Onto the Brexit question, when I asked Field whether he felt the UK’s influence in Eastern Europe had been depleted, Field conceded that this “was a question that met me nearly every day. I answered honestly then, as I do now. Of course the UK’s role has changed, but… If anything we are more visible, more engaged, more agile in our approach.”
Certainly, evidence can be found of active UK involvement: the UK dispatched a senior military official as Special Envoy to the Western Balkans in December 2021. Just recently, UK sanctions were imposed on two Bosnian-Serb politicians who, emboldened by Russia’s dismissal of international laws, threaten the complicated power-sharing system with divisive, nationalistic and racist rhetorics.
Refusing to be dampened by Bosnia’s “uniquely complicated and frustrating political system”, Field spoke to me highly of Bosnia and Herzegovina as a “remarkable country”. Enthused by the determination of its youth, Field spends “much more time now engaging with young people, listening to them and their hopes for their future… I meet a number of hugely inspiring people, from the organisers of the country’s first PRIDE march to IT entrepreneurs, environmental activists and people dedicated to helping vulnerable children. That keeps my frustrations in check, and my head up”.

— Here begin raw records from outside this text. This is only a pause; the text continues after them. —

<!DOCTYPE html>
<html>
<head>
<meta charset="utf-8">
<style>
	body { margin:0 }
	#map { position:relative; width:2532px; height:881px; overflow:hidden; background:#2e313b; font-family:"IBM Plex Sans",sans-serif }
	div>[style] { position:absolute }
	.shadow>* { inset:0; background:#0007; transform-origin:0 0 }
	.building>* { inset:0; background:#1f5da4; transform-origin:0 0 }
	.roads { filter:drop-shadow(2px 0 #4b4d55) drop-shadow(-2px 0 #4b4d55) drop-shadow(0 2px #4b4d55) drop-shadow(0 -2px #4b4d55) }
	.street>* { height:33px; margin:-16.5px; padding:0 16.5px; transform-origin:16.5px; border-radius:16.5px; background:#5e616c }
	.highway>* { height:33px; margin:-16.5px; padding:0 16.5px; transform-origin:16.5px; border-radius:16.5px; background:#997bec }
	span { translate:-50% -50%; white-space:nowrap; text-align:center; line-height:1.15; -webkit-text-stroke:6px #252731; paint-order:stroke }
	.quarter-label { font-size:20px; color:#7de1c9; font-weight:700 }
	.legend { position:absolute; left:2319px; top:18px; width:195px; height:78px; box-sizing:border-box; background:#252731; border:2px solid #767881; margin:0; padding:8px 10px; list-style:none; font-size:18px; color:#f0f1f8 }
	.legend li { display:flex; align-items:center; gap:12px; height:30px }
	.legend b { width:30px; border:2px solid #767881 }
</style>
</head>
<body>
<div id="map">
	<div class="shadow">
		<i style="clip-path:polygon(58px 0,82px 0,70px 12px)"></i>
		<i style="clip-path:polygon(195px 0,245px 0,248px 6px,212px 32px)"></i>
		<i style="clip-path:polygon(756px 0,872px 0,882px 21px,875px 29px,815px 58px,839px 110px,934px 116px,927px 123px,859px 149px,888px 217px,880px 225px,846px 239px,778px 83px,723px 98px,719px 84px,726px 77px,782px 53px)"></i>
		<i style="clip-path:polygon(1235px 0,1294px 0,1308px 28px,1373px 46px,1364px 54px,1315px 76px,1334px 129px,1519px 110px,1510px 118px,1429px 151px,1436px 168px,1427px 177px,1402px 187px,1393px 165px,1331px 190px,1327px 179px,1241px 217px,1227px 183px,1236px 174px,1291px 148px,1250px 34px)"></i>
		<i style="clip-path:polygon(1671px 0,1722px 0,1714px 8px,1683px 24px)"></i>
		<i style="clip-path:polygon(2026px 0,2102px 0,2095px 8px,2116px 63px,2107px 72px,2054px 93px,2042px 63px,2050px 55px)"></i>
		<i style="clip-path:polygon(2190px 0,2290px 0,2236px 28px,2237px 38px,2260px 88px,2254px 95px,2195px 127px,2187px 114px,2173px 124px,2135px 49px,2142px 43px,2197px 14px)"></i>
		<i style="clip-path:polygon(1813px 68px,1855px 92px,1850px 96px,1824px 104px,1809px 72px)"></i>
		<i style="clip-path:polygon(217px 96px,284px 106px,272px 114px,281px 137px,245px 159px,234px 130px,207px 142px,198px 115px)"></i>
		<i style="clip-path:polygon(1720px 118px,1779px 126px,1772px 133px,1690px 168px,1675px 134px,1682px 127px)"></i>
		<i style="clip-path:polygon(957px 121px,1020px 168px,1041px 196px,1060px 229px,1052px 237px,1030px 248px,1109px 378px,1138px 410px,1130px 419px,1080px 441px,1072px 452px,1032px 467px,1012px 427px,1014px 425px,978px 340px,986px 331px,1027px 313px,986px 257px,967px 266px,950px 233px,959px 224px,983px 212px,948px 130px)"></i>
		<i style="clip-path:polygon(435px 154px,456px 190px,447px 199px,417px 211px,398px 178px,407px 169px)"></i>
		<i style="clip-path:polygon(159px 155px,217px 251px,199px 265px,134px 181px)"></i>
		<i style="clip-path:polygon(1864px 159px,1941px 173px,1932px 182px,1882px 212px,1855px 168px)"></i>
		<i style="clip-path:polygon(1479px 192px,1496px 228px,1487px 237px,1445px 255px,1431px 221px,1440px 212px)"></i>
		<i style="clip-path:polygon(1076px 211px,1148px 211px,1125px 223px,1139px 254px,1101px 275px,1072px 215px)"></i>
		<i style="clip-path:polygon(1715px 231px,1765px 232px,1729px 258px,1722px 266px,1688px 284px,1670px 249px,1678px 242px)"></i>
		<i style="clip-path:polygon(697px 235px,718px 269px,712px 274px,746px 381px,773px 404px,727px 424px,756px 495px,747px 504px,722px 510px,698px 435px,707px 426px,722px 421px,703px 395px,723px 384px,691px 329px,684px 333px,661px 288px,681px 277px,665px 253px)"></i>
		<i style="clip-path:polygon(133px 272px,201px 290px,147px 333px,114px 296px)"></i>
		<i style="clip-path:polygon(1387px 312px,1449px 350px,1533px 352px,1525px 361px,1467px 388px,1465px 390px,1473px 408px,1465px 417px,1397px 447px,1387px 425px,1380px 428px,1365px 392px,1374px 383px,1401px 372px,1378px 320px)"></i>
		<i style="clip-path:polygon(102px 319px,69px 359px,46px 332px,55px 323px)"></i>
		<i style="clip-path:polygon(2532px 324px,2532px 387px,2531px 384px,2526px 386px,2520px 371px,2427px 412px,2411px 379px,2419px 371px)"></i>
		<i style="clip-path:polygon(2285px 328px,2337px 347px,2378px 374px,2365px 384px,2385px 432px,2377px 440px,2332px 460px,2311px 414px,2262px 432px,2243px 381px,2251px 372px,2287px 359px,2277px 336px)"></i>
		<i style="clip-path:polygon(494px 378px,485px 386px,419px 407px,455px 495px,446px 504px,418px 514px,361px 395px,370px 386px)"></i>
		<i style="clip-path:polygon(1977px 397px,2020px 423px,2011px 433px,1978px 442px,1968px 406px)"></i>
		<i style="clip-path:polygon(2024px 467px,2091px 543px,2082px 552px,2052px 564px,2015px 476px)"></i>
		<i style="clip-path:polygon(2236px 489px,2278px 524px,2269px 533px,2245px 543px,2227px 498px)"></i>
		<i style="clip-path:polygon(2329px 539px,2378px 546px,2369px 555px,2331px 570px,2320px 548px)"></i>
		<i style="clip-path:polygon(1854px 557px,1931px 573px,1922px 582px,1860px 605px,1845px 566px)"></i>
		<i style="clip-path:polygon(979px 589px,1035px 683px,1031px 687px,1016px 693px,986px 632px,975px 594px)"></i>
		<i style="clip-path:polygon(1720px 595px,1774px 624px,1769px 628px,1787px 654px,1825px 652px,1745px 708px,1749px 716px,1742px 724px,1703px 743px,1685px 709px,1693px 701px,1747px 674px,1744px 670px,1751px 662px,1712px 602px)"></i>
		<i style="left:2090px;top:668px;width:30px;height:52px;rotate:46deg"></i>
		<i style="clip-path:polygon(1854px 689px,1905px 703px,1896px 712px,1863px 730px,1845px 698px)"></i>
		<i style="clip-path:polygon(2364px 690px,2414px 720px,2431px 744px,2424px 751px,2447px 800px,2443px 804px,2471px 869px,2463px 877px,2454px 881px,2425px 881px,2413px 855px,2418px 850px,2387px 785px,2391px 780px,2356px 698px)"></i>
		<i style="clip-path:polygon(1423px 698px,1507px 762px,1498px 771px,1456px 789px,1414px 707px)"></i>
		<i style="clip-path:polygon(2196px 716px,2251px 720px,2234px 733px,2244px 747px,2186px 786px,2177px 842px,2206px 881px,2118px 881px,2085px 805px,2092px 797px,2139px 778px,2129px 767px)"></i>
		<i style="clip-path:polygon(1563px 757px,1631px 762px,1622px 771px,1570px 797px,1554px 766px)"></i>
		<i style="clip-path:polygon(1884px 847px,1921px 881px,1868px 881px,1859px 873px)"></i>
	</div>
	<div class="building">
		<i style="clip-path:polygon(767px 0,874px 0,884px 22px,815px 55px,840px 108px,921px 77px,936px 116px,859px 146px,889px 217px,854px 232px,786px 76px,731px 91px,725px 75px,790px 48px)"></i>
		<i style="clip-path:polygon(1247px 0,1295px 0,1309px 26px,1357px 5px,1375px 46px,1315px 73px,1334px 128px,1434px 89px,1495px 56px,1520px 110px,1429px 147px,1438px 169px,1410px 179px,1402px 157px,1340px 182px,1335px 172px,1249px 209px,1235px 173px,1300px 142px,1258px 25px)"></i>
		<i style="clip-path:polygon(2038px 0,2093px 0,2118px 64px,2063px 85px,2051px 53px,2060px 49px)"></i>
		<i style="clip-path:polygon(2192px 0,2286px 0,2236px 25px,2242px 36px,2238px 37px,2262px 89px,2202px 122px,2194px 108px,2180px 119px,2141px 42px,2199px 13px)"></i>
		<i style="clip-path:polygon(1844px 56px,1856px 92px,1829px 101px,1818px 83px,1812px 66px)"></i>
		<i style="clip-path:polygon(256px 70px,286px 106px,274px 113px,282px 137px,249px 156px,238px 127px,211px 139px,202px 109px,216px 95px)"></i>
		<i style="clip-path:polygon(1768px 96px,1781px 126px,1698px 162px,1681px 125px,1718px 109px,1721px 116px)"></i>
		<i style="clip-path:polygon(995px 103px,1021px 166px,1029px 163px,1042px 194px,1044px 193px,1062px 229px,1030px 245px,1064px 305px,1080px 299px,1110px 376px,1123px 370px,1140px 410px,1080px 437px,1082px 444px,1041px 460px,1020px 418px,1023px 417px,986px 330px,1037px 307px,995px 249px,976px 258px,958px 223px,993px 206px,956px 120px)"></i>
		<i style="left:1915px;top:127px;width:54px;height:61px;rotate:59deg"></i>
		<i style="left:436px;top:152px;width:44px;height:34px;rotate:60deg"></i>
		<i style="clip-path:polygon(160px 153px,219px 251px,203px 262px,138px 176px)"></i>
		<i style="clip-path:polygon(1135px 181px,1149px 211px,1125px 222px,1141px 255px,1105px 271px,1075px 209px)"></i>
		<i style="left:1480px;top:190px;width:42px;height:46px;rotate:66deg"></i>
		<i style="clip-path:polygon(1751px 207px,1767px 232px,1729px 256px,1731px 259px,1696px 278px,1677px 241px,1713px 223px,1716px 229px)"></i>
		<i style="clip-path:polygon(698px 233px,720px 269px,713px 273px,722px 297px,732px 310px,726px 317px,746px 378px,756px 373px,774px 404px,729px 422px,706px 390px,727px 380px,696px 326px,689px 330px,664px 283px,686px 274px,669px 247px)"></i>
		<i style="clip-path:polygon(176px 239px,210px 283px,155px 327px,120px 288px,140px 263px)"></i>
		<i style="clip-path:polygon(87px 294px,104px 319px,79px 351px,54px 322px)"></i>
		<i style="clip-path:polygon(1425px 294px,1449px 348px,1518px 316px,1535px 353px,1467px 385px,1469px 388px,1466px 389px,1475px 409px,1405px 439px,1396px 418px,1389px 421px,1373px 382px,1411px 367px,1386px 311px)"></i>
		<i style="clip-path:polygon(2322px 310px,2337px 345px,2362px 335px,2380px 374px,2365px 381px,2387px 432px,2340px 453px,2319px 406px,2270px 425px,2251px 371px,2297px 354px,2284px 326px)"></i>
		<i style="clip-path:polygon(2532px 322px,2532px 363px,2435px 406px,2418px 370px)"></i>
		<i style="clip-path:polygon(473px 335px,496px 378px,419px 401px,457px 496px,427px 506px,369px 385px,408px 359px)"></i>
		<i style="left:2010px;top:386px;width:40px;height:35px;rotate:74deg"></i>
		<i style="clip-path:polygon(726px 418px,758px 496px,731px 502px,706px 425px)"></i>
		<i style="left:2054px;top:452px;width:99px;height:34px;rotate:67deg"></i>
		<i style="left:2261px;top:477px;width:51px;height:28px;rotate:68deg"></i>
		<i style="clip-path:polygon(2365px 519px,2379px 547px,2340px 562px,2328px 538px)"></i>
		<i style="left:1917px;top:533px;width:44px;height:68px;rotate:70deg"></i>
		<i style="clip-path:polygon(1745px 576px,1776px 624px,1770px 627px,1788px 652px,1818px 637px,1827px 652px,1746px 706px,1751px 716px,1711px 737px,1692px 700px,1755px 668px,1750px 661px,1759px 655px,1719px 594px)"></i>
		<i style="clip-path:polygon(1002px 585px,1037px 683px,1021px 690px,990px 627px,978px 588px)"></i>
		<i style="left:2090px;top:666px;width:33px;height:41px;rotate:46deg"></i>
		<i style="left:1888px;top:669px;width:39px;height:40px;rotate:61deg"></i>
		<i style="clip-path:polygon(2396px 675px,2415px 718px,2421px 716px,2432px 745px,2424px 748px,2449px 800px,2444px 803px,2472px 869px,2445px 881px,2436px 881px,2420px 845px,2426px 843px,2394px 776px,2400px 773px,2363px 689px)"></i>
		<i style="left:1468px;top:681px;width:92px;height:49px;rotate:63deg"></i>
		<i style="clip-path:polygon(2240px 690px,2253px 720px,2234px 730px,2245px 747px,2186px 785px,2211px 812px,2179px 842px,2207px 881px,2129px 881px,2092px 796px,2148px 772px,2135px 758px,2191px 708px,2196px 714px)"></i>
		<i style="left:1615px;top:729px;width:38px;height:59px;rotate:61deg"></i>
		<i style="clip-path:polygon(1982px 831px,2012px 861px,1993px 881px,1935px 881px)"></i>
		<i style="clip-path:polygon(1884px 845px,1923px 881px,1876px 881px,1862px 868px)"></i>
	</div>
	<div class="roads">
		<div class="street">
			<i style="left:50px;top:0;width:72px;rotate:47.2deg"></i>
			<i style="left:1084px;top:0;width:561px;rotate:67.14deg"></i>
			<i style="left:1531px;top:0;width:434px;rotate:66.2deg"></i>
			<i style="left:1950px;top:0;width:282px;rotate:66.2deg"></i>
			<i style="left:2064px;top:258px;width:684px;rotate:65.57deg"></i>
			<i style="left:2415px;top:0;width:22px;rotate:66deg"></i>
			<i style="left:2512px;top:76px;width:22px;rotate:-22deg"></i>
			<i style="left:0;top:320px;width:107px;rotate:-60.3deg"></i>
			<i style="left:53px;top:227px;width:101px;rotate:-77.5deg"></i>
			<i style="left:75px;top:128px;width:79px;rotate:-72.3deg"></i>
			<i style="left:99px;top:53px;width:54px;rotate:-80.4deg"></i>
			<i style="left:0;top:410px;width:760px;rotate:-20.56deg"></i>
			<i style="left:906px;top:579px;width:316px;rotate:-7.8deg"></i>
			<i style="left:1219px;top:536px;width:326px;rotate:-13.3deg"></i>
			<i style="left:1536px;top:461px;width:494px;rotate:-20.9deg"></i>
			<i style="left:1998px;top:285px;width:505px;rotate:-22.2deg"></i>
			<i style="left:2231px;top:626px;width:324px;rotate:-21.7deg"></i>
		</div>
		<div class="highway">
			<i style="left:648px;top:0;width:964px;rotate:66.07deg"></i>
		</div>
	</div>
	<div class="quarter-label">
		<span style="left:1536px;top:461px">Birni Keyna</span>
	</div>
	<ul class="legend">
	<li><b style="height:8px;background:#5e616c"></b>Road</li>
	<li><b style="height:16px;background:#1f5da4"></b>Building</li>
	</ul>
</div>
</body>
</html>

For diplomacy in the digital era, social media is an increasingly useful tool to visibly foster the UK-BiH relationship and be a “cheerleader” for Bosnian culture. Matt Field regularly uses his Twitter and Instagram as a platform to showcase the best and brightest of Bosnian culture. Keeping his social media presence “authentic, credible and purposeful” is important to the Ambassador who enjoys documenting “the curiosity and interest I have for this country”. Field’s personal promotion of BiH art, film and society stems from a genuine love of “exploring the outdoors, snowboarding, film, music and diverse histories” which “are all found here in abundance. It is why I personally, and we as a family, have enjoyed our time here so much”.
As his tenure as UK Ambassador to Bosnia-Herzegovina comes to an end, Matt Field speaks to Palatinate with raw hindsight about the last four years: “I am quite self-critical of the opportunities I may have missed, or the things I could have done better. The pandemic changed absolutely everything about how we worked as an Embassy, as of course it did for everyone. I think I will though look back on this all as a remarkable privilege, and an enjoyable one”. Looking forward, Field anticipates the arrival of his successor, Julian Reilly, this summer as a “time for some fresh energy and ideas” in Sarajevo.
With an impressive and diverse career behind him, Palatinate asked Field what advice he would give to current students, teetering on the edge of their own careers:
“What linked all of these experiences was my curiosity, and my readiness to put myself out of my comfort zone. That’s my best advice – be curious, and put yourself out there. University is a great time to find yourself, and try things on for size”.